Son principal taux d'intérêt a été maintenu à zéro, tandis que les banques se verront appliquer toujours un prélèvement de 0,50% sur une fraction des dépôts qu'elles confient à la banque centrale au lieu de les prêter à leurs clients.

Le statu quo monétaire acté, les marchés financiers "vont se focaliser sur la rhétorique" de la présidente de l'institution monétaire de Francfort Christine Lagarde sur l'euro lors de sa conférence de presse à partir de 12H30 GMT.

En cause notamment: le renforcement de la monnaie unique (+10% face au dollar depuis le printemps) tire de plus en plus le niveau de l'inflation vers le bas, soulignent les analystes de Unicredit.

Surveiller l'euro

L'inflation en zone euro végète à un niveau très inférieur de celui proche de 2% visé par la BCE, passant même en territoire négatif en août (-0,2%) où des facteurs temporaires ont joué, comme la baisse de la TVA en Allemagne pour soutenir la consommation et les soldes d'été.

Or la bonne santé de l'euro pèse sur cette tendance désinflationniste, en faisant baisser les prix d'achats à l'importation. Cela pourrait pénaliser à terme la reprise économique européenne en ralentissant les salaires et la consommation.

Les experts n'attendent pas d'annonce d'action jeudi à ce sujet mais la communication pourrait évoluer, estiment-ils.

Mme Lagarde pourrait ainsi signaler que la BCE surveille l'appréciation de l'euro et qu'elle l'envisage comme un risque baissier sur les prix. Une manière de préparer le terrain à de nouvelles mesures d'ici la fin de l'année.

Elle devrait en revanche renvoyer la définition d'un nouvel objectif d'inflation au résultat attendu d'un chantier stratégique lancé en janvier. Mais il vient seulement de redémarrer après sa mise en sommeil, pandémie oblige.

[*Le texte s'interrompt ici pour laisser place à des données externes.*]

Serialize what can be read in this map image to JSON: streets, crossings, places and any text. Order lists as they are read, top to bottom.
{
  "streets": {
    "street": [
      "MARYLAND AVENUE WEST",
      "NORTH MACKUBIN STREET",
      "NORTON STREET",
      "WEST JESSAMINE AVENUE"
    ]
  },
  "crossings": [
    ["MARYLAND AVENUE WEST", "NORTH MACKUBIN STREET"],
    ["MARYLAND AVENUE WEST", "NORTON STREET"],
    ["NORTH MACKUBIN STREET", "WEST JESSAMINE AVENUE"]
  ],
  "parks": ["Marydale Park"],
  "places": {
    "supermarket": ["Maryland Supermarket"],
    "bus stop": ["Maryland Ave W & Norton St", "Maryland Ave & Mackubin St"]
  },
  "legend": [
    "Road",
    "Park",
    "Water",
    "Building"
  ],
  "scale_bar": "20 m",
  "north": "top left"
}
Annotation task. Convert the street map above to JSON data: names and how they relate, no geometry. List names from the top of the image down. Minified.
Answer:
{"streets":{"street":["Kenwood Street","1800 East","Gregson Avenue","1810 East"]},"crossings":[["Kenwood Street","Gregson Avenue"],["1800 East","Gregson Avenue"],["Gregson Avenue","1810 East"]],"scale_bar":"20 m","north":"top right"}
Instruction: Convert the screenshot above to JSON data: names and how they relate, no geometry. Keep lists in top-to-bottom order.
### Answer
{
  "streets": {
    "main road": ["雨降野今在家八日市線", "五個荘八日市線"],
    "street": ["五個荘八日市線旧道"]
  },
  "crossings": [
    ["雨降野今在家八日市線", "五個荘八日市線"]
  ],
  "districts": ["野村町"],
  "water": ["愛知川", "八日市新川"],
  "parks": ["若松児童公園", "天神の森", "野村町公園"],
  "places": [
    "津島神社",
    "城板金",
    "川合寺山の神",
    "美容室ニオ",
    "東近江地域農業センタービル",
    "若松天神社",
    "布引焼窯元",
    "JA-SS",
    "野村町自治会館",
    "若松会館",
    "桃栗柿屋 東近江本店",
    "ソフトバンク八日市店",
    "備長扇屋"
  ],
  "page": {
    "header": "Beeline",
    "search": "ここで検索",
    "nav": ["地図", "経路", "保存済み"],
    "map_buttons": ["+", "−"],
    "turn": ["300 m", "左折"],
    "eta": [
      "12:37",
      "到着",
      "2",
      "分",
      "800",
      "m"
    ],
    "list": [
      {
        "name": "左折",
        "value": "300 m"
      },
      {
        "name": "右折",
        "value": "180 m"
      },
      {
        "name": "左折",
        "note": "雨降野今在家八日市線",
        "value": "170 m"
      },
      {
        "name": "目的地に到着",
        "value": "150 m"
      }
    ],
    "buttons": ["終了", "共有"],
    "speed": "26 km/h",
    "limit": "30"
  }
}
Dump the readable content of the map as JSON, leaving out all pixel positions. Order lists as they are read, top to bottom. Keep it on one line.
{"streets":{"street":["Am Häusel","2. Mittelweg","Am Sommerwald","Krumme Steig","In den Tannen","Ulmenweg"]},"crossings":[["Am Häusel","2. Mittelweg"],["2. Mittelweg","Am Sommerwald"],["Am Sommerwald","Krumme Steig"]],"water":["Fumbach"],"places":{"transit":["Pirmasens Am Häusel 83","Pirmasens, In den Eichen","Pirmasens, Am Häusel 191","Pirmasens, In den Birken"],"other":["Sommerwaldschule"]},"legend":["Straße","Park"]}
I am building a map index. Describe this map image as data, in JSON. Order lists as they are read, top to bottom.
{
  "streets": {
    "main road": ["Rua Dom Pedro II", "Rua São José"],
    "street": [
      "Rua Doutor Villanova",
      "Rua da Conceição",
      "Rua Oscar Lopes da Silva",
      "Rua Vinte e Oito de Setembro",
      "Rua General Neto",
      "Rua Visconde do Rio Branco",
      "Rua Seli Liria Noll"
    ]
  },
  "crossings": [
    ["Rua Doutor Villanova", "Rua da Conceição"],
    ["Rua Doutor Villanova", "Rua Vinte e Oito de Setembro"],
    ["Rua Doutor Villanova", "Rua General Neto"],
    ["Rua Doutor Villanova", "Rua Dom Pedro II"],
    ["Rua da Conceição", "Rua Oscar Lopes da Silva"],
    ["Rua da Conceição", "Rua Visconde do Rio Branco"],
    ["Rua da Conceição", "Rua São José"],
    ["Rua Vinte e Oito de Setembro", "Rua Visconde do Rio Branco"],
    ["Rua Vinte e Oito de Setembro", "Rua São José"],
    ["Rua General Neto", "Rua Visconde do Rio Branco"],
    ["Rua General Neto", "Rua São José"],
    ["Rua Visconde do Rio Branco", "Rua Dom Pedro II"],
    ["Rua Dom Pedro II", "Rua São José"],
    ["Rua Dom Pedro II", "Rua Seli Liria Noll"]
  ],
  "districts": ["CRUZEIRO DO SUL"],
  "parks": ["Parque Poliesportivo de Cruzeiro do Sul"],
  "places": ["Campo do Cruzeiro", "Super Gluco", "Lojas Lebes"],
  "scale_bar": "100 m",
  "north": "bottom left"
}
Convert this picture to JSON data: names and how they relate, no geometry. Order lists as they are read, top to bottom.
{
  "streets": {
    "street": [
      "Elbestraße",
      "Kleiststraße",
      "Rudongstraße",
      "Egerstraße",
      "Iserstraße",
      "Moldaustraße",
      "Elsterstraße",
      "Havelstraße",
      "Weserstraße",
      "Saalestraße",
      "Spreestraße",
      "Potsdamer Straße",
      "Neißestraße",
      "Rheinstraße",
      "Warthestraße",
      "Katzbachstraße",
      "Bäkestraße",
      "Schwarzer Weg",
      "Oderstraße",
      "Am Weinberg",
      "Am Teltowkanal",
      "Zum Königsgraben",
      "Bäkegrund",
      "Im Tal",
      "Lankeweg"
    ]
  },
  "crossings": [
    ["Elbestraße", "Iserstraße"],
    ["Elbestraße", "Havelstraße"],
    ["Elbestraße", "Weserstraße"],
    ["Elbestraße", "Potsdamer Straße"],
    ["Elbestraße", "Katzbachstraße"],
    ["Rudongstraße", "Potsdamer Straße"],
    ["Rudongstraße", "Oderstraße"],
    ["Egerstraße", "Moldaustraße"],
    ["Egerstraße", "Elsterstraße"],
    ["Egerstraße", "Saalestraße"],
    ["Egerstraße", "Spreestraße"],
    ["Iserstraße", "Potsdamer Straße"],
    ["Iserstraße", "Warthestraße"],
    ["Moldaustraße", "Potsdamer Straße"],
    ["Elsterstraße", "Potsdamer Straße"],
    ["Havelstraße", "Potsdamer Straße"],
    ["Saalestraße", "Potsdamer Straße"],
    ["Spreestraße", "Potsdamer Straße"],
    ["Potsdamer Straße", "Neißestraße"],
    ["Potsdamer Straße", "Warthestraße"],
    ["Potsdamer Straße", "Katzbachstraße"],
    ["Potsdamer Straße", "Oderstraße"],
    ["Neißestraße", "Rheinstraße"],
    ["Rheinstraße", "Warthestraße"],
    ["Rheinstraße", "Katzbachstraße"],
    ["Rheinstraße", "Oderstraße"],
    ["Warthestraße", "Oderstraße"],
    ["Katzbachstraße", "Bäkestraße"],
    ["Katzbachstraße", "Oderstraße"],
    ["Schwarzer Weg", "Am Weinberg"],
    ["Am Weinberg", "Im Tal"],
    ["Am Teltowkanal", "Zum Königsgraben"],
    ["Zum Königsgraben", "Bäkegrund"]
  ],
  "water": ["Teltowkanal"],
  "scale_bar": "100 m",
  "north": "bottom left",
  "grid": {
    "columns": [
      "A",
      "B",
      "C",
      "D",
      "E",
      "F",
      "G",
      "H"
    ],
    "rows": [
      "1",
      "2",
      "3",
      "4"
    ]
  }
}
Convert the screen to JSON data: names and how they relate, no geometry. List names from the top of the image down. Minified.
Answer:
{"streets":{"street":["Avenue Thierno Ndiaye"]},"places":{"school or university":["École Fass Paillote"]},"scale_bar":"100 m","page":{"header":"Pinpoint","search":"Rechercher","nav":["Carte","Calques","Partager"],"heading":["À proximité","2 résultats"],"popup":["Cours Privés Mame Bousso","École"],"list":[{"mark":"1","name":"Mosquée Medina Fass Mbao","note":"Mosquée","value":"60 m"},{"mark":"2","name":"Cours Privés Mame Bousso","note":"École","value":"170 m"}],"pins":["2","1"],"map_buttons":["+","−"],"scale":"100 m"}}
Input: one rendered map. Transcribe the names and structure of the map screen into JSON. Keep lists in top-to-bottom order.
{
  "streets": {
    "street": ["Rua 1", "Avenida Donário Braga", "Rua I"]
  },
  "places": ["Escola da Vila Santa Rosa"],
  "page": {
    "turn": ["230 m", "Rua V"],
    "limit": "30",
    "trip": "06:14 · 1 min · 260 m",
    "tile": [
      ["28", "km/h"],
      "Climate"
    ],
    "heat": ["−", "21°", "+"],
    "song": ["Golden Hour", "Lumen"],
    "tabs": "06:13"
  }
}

Pour étayer son action, Mme Lagarde aura en main un nouveau jeu de prévisions macroéconomiques courant jusqu'en 2022.

Après un recul de 12% du PIB constaté au deuxième trimestre, la reprise amorcée cet été "se déroule dans la zone des scénarios favorables, quelque part entre le choc moyen et le choc léger", estime Bruno Cavalier, économiste chez Oddo.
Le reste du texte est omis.